Also published at The Orange County Business Journal (pg. 55, Editorial)
By Sen. John Moorlach, State Senator, 37th District
California has chosen costly high-speed rail over road repairs.
It has chosen to pay $500 million per year for unnecessary Caltrans staffing over making Caltrans the best department of transportation in the nation.
There’s no question that Caltrans is bloated and mismanaged and is not held accountable.
But what to do with a mismanaged Caltrans?
Especially before the state of California dares to ask you for another gas tax increase, more car taxes, and/or higher vehicle license fees from the Department of Motor Vehicles.
First, we ask Gov. Jerry Brown to better manage the staffing of Caltrans. In May 2014, the Legislative Analyst’s Office determined that Caltrans had 3,500 too many architects and engineers at a cost of $500 million per year.
Instead of employing unneeded staffers, these funds should go directly to our roads.
As it is, only 20 cents out of every transportation tax dollar that you pay actually hits the pavement.
Second, we ask the governor to reduce the size of Caltrans even more by outsourcing services. An average state transportation agency outsources 50% of its architects and engineers. Arizona and Florida outsource more than 80%. Caltrans outsources only 10%.

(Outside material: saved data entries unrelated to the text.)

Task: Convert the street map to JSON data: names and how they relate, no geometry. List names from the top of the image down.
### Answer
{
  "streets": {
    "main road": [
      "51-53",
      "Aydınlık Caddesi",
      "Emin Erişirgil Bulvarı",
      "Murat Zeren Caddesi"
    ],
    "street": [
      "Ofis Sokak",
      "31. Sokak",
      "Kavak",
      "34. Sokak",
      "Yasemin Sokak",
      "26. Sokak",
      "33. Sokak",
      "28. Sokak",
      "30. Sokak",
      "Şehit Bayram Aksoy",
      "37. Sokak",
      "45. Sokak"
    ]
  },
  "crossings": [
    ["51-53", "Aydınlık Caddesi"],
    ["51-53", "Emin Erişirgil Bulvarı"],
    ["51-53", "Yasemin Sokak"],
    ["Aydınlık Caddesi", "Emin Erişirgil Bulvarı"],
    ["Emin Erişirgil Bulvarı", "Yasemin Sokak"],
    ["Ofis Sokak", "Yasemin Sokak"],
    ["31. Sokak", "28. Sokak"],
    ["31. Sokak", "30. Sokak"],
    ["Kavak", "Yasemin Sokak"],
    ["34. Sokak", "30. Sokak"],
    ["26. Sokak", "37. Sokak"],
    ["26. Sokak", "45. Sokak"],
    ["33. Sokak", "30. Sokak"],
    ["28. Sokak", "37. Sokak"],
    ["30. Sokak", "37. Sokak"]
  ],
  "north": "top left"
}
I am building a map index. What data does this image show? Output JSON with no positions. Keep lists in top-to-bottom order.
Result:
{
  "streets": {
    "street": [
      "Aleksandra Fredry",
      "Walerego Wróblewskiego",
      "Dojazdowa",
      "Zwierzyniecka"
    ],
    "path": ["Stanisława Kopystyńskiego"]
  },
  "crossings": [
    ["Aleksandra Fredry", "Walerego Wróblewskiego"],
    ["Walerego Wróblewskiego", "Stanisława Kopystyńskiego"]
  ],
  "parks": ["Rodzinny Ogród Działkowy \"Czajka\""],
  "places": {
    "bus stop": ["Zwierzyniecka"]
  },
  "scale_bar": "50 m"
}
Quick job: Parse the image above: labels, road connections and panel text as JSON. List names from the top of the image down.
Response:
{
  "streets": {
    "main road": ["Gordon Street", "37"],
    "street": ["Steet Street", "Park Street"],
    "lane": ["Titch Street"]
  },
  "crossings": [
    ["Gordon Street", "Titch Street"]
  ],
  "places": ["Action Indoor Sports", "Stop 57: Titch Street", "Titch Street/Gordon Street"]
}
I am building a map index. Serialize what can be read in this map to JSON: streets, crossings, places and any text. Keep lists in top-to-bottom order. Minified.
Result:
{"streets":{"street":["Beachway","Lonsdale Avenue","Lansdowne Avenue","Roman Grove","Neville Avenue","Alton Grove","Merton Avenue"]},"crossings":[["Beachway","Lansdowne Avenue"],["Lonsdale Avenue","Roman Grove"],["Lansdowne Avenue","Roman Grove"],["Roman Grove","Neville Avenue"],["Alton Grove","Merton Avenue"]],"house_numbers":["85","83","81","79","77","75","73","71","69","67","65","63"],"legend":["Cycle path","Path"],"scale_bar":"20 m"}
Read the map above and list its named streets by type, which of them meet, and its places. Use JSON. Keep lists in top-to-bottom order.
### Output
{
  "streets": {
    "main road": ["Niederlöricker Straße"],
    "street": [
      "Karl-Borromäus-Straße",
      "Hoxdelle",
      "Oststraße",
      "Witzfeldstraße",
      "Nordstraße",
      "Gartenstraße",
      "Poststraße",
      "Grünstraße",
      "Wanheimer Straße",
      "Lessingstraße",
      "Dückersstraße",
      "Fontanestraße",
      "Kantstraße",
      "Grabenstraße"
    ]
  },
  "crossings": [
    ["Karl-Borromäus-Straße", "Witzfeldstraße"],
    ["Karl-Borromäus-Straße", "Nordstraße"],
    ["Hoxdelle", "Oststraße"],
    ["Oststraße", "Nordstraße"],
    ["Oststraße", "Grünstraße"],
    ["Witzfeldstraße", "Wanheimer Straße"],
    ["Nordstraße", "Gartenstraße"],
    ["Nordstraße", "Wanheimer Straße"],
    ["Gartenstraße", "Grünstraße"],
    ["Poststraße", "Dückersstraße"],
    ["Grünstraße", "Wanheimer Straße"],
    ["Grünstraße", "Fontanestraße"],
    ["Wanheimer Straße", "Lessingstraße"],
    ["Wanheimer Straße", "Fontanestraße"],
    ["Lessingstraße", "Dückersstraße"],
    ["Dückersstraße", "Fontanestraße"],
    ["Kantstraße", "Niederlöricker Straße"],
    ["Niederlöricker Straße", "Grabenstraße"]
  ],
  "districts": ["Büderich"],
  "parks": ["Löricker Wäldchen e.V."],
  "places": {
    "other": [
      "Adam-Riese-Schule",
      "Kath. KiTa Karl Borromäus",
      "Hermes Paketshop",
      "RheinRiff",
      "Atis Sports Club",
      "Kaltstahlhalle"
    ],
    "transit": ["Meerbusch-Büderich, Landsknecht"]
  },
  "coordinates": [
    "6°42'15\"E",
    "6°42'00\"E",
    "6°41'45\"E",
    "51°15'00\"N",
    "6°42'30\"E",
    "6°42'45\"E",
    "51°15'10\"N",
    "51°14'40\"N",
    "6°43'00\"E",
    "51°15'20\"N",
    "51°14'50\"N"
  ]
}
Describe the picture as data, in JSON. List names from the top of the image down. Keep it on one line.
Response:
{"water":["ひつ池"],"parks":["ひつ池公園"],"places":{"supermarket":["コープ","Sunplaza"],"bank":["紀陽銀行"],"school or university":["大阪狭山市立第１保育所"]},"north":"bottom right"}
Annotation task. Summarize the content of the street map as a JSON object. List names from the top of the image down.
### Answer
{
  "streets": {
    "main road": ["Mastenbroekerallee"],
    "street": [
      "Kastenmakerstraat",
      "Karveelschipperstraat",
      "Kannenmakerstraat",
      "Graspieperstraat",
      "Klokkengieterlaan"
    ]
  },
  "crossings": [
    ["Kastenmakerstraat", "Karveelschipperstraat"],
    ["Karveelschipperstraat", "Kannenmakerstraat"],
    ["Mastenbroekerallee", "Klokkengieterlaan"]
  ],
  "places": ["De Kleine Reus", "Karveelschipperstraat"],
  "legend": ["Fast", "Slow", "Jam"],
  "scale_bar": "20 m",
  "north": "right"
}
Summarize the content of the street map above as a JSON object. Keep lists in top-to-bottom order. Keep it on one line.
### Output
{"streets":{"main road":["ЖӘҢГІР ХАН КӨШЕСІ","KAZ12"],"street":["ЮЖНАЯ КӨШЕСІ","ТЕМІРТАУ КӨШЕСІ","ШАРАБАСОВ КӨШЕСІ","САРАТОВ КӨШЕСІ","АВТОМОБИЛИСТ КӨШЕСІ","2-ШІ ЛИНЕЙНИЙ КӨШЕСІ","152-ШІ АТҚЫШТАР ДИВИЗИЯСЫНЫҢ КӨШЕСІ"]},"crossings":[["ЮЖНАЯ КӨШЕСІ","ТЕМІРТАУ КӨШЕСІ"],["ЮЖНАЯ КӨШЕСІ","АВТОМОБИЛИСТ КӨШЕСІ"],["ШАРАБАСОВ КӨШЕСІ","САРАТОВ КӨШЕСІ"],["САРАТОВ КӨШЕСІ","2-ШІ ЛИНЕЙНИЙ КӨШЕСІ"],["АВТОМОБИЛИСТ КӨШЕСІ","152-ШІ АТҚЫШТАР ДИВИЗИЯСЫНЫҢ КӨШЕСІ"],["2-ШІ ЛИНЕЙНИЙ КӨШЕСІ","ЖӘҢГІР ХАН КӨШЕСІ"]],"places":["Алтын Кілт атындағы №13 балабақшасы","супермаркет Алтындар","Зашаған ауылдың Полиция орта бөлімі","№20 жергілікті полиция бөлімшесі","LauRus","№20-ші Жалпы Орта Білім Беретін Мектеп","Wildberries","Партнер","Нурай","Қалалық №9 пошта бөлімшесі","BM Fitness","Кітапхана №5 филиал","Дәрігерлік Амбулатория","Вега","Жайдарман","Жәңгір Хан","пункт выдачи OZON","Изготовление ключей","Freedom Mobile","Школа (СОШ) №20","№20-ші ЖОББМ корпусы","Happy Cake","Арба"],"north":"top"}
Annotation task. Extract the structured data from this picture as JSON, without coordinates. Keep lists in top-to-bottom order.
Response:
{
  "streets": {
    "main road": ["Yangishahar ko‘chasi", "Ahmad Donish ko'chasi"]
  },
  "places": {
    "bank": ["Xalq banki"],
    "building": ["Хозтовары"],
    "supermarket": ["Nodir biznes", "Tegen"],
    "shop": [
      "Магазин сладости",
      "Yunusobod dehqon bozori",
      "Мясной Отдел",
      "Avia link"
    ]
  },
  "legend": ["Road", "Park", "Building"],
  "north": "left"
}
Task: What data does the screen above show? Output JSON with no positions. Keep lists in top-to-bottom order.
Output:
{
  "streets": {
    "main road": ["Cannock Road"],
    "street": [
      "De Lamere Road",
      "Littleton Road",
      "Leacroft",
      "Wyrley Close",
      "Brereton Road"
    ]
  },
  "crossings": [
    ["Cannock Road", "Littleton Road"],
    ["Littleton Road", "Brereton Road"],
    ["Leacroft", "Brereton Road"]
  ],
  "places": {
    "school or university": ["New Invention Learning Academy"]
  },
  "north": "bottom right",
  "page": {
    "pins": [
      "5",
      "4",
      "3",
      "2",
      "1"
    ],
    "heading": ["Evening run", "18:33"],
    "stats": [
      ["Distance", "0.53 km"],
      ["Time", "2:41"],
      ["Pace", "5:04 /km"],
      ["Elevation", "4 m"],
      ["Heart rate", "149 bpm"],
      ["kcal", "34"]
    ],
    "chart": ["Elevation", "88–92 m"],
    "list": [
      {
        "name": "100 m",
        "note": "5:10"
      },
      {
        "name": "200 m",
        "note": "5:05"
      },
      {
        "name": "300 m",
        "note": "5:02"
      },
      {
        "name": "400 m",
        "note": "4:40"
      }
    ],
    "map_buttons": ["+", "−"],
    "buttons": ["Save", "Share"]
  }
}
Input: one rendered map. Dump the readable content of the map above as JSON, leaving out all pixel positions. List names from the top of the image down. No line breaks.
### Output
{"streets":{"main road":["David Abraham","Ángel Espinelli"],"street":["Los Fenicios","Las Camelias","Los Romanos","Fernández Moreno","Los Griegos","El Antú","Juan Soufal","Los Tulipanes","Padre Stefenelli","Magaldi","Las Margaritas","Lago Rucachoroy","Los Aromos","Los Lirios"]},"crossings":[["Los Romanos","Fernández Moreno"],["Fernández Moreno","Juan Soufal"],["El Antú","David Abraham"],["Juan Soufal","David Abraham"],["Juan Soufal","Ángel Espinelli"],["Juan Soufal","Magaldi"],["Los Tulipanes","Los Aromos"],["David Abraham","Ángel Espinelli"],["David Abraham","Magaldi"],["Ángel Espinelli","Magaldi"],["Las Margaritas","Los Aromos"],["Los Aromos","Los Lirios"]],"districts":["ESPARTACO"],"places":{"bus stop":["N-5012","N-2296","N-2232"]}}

If the governor is concerned about economic cycles, then let’s address it by being nimble during downturns. It is easier to terminate or postpone contracts than it is to lay off a portion of the state’s work force. Fortunately, 54% of the staff at Caltrans are at or near retirement age, so a hiring freeze would be a great strategy to implement, and reductions could be easily achieved through attrition.
Third, we ask the last 38 counties to self-fund their road repairs. Currently, 20 counties are taxing themselves to improve transit and highway systems. Why should those 20 counties be asked to incur yet more tax hikes to assist those counties that did not make roads a priority? Since the voters in those 20 counties voted themselves a tax increase to fix their roads, those in the other counties should follow suit. In Orange County, this strategy has made a stark impact on freeways and roads. Take Interstate 5 north sometime, and you will know when you’ve hit the Los Angeles County line.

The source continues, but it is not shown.